Fast forward about a year later, Plenty was acquired by Wealthsimple in April 2025. But the most valuable part of the experience wasn’t the most exciting moments — it was what I learned by stepping into a fast-moving startup and figuring out how to build and scale our value in real time.
The Power of a Cold Message
Most of the meaningful opportunities in my career so far haven’t come through polished channels. They’ve come from genuine curiosity and direct outreach. Cold messages are underrated — and often misunderstood here.
You’re not asking for a job. You’re starting a conversation.
With a startup like Plenty, I didn’t wait for an opportunity or wonder if I was qualified. I reached out, shared why I cared about what their product , and asked how I could help. I had written hundreds of articles on personal finance, built a strong LinkedIn audience that spoke for itself, all while working full-time in big tech and pursuing my MBA part-time.
I’ve learned that knowing what you want often starts with knowing the value you already bring to the table.
That led to a few calls. Then a small project then a broader role in strategy and marketing. I didn’t walk into a defined position — I grew into it by asking the right questions and showing I could deliver.
There’s something powerful about betting on yourself, especially when you don’t have all the answers yet.
Finding My Place in the Chaos
Startups aren’t neat. There’s no manual, no perfectly scoped role, no roadmap with guaranteed outcomes. But that’s exactly why they’re such fertile ground for growth.
At Plenty, I jumped into marketing, content, and go-to-market strategy. I helped define the brand voice — moving away from feature-heavy messaging and toward emotional storytelling. Couples don’t want another budgeting app. They want to feel aligned. They want peace of mind. That insight drove how we positioned ourselves, how we create content, and how we built trust.

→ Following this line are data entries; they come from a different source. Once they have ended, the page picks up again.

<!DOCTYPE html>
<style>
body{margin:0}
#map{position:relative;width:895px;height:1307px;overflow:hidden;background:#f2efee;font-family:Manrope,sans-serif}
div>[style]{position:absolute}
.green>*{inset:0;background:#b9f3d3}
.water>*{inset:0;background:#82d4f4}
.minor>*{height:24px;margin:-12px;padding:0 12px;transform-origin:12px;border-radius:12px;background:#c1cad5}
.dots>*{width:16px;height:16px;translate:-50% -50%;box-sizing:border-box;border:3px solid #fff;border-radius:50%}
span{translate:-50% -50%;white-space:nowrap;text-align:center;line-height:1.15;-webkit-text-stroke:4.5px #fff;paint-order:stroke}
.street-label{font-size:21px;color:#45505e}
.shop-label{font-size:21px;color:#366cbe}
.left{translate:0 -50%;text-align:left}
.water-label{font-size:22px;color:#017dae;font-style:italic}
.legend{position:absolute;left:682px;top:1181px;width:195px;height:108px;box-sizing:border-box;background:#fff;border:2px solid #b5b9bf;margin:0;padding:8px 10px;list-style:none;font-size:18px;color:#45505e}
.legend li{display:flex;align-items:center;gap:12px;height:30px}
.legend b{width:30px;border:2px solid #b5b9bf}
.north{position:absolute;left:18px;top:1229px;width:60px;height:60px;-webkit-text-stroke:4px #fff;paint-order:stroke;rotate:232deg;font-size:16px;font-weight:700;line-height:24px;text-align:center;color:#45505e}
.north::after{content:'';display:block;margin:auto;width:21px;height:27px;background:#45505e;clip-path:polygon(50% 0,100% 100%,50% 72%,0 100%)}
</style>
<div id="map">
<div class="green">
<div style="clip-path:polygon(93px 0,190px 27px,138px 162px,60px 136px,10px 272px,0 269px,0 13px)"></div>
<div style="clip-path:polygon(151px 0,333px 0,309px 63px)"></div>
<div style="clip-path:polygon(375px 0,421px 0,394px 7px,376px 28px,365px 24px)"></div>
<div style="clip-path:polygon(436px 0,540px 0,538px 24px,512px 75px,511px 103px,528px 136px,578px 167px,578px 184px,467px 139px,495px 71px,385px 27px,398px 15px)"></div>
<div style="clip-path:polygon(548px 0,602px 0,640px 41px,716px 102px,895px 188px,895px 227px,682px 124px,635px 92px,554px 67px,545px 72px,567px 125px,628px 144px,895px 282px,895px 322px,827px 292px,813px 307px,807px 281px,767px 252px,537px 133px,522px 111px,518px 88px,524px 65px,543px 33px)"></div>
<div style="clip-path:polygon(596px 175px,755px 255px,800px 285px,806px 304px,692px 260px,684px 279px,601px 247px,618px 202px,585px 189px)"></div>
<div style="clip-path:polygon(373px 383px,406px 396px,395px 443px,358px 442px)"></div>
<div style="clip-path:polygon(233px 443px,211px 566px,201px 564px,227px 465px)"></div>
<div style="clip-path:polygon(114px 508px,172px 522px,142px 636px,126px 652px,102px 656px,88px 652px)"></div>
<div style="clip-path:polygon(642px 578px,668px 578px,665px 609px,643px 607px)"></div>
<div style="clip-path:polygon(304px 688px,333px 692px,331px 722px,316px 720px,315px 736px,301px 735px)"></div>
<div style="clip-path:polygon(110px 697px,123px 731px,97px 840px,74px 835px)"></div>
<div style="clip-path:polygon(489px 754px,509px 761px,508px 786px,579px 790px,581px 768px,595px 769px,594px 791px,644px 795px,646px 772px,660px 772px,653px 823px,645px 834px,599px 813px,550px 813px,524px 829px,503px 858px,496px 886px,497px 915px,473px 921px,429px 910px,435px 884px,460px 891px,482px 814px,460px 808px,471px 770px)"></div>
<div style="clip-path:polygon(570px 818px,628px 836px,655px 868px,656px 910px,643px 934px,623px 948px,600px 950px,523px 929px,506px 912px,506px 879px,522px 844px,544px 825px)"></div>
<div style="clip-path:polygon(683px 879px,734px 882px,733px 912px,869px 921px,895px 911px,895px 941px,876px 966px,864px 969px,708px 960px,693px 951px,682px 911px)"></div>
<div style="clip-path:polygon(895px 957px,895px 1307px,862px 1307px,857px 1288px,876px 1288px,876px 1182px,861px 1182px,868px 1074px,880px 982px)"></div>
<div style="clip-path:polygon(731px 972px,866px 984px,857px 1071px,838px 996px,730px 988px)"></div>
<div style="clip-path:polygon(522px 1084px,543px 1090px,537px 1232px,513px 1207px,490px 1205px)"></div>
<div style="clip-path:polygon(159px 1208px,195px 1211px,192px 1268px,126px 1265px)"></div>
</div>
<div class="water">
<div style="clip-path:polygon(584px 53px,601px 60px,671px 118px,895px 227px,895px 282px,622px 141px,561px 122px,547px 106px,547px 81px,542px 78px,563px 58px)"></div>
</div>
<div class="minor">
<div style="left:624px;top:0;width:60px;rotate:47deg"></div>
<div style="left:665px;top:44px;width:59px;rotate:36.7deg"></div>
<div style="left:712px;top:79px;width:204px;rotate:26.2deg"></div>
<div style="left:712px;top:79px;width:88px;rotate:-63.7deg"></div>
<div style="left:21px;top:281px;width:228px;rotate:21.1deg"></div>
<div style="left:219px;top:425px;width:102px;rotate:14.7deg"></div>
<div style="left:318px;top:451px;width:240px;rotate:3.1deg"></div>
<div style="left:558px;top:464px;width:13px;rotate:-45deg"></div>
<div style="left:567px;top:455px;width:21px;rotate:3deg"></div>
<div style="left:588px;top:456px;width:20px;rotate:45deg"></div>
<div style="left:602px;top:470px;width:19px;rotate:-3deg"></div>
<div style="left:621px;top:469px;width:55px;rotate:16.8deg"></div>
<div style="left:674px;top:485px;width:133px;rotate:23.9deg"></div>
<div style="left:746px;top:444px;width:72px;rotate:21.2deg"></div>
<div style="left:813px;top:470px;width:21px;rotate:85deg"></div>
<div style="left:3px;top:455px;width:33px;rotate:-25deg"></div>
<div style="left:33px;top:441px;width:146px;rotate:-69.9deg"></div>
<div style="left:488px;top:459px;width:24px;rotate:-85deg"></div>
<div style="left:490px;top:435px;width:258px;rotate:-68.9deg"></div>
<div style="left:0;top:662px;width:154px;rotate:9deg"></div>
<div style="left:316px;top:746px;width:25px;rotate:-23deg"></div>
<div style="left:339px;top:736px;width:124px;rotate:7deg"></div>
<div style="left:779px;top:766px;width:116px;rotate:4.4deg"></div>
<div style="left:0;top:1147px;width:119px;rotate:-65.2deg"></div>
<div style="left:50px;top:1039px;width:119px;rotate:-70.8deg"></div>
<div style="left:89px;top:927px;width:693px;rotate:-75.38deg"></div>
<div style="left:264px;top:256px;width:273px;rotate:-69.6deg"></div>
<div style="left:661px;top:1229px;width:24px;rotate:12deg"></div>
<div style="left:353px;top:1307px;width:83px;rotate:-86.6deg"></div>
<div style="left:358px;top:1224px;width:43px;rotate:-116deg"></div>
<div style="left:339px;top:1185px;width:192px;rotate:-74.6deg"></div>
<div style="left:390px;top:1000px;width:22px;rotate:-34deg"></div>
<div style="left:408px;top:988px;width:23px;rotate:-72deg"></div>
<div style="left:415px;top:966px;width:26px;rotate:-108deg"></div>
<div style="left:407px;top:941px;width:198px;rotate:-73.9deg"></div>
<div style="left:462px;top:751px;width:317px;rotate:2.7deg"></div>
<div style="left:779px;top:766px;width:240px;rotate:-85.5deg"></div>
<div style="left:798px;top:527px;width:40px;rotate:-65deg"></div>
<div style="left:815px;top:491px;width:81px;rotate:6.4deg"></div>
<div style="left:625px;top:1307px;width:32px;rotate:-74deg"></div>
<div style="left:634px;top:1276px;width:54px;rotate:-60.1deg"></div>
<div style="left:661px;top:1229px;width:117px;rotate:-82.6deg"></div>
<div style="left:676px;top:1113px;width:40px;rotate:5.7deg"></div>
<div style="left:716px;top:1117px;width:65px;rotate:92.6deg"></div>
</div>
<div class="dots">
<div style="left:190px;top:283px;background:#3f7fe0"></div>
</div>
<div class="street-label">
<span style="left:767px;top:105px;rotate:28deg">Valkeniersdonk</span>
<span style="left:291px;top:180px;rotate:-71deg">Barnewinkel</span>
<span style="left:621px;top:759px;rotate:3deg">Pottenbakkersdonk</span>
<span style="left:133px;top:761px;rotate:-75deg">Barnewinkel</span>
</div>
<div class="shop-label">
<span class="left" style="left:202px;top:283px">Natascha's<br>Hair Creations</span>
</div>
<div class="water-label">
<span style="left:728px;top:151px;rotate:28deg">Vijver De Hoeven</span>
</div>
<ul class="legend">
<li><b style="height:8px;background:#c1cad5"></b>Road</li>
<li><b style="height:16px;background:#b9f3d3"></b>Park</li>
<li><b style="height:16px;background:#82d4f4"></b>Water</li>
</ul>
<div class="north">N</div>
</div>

From there, I moved into marketing experiments and strategy, working closely with the founder to surface user insights, prioritize initiatives, and build what actually mattered.
There was no playbook I stepped into — but that was the point. The value came from helping build one, and that experience ultimately led me to my current role at a new startup, Inspirr, where we’re democratizing access to venture capital by investing in people as the asset.

5 Real-World Takeaways
1. You Don’t Need a Title to Be Valuable
Startups reward momentum. No one’s going to hand you a roadmap. You create value by identifying problems, taking ownership, and executing before being asked. That mindset — “How can I make this better right now?” — will serve you anywhere.
2. Marketing Is Human Psychology, Not Just Tactics
When we reframed our messaging from “track your expenses” to “build your future together,” engagement improved dramatically. People saw themselves in the story. Good marketing doesn’t just explain the product — it reflects the customer’s aspirations and anxieties.
3. Strategic Thinking Is Mostly Just Clear Thinking
Strategy isn’t about complexity — it’s about clarity. I learned to filter noise, prioritize what moved the needle, and have the discipline to say no to good ideas so we could focus on the great ones.
4. Speed > Perfection (If You’re Paying Attention)
We didn’t have the luxury of long planning cycles. We worked fast, tested everything, and iterated based on the market and sentiment of our audience. Speed matters — but only if you’re listening closely and adapting quickly.
Startups stretch you. They force you to do things you’ve never done before, with more ambiguity than structure. That’s exactly the point. You learn by doing, not by theorizing. You learn by failing fast, solving real problems, and collaborating with people who are too busy building to waste time on fluff.
I joined these startups not knowing what I’d end up working on — and ended up contributing to brand strategy, marketing initiatives, community engagement, user insights, and more. It was uncomfortable at times. And that’s how I know it was valuable.
Final Thought: Never Hurts to Ask
Whether you’re an MBA student, a career switcher, or just an aspiring entrepreneur — don’t wait to be handed the next opportunity. Reach out. Show up curious. Offer to help.
Sometimes all it takes is one thoughtful message to unlock the experience, growth, and confidence you’re looking for.
Because the best way to gain relevance… is to create it.